MSG MENSAGEM 355/2013
“MENSAGEM Nº 355/2013*
Belo Horizonte, 16 de janeiro de 2013.
Excelentíssimo Senhor Presidente da Assembleia Legislativa,
Encaminho a Vossa Excelência, para que seja submetido à apreciação dessa egrégia Assembleia Legislativa, nos termos do § 1º do art. 225 da Lei nº 6.763, de 26 de dezembro de 1975, Exposição de Motivos da Secretaria de Estado de Fazenda a respeito da concessão do Regime Especial de Tributação em matéria de ICMS ao contribuinte mineiro do segmento econômico do setor de indústria de higiene.
A medida fiscal adotada tem por finalidade fomentar e proteger setor específico da economia estadual sujeito a sofrer impactos negativos em decorrência de políticas econômicas instituídas por outros Estados da Federação relativamente ao imposto supramencionado.
Reitero a Vossa Excelência as considerações de estima.
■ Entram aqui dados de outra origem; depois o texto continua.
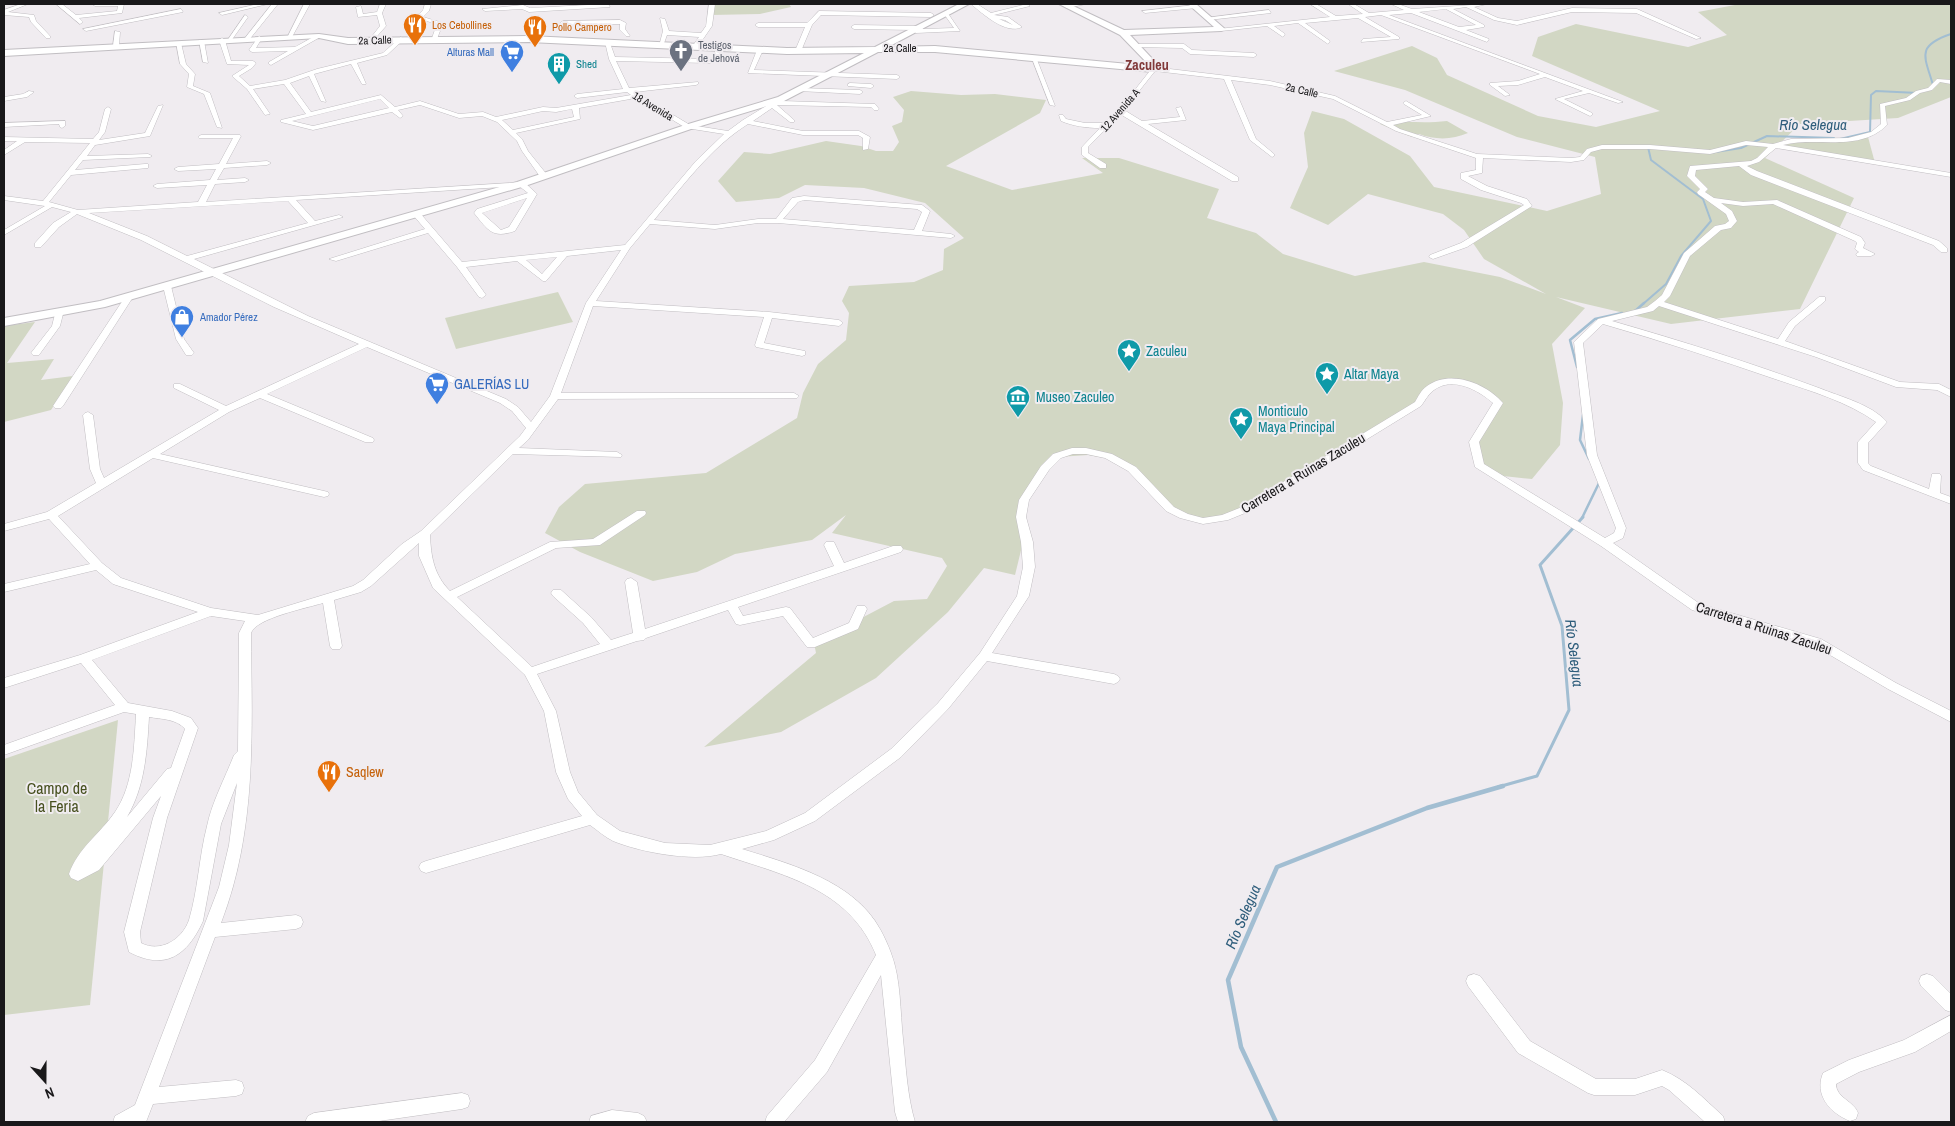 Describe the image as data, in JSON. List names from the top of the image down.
{
  "streets": {
    "street": [
      "2a Calle",
      "18 Avenida",
      "12 Avenida A",
      "Carretera a Ruinas Zaculeu"
    ]
  },
  "crossings": [
    ["2a Calle", "18 Avenida"],
    ["2a Calle", "12 Avenida A"]
  ],
  "districts": ["Zaculeu"],
  "water": ["Río Selegua"],
  "parks": ["Campo de la Feria"],
  "places": {
    "restaurant": ["Los Cebollines", "Pollo Campero", "Saqlew"],
    "church": ["Testigos de Jehová"],
    "supermarket": ["Alturas Mall", "GALERÍAS LU"],
    "building": ["Shed"],
    "shop": ["Amador Pérez"],
    "place": ["Zaculeu", "Altar Maya", "Monticulo Maya Principal"],
    "museum": ["Museo Zaculeo"]
  },
  "north": "bottom"
}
Antonio Augusto Junho Anastasia, Governador do Estado.
Exposição de Motivos
Exposição de motivos para atender ao disposto no § 1º do Art. 225 da Lei 6.763/75, com a redação dada pelo Art. 5º da Lei 16.513/06.
O Governo do Estado de Minas Gerais, com o apoio da Assembleia Legislativa e das entidades de classe dos diversos segmentos econômicos do Estado, vem envidando esforços para proteger a economia mineira contra os benefícios fiscais irregularmente concedidos por outras unidades da Federação.
A concessão de incentivos e benefícios fiscais é estabelecida pela Constituição Federal na alínea "g" do inciso XII do § 2º do seu art. 155:
“XII - Cabe à Lei Complementar:
(...)
g - regular a forma como, mediante deliberação dos Estados e do Distrito Federal, isenções, incentivos e benefícios fiscais são concedidos ou revogados";
A citada norma constitucional almeja a garantia da harmonia entre os entes Federados ao evitar a chamada "guerra fiscal", sendo esta a justificativa do Supremo Tribunal Federal - STF - ao se pronunciar pela necessidade de Convênio para a concessão de benefícios fiscais, senão vejamos:
"Convênios e concessão de isenção, incentivo e beneficio fiscal em tema de ICMS: a celebração dos Convênios interestaduais constitui pressuposto essencial à válida concessão, pelos Estados-membros e o Distrito Federal, de isenções, incentivos ou benefícios fiscais em tema de ICMS. Esses Convênios - enquanto instrumentos de exteriorização formal do prévio consenso institucional entre as unidades federadas investidas de competência tributária em matéria de ICMS - destinam-se a compor os conflitos de interesses que necessariamente resultariam uma vez ausente essa deliberação intergovernamental, da concessão, pelos Estados-membros ou Distrito Federal, de isenções, incentivos e benefícios fiscais pertinentes ao imposto em questão". (STF, Tribunal Pleno, ADIMC 1247/PA, rel. Min. Celso de Mello, decisão: 17/08/1995, Em. de Jurisp., v.1.799-01, p.20; DJ1, de 08/09/1995, p. 28354).
Regulamentando a matéria, por seu turno, a Lei Complementar Federal nº 24, de 7 de janeiro de 1975, recepcionada pela Constituição Federal, dispõe que:
"Art. 1º - As isenções do imposto sobre operações relativas à circulação de mercadorias serão concedidas ou revogadas nos termos de Convênios celebrados e ratificados pelos Estados e pelo Distrito Federal, segundo esta Lei.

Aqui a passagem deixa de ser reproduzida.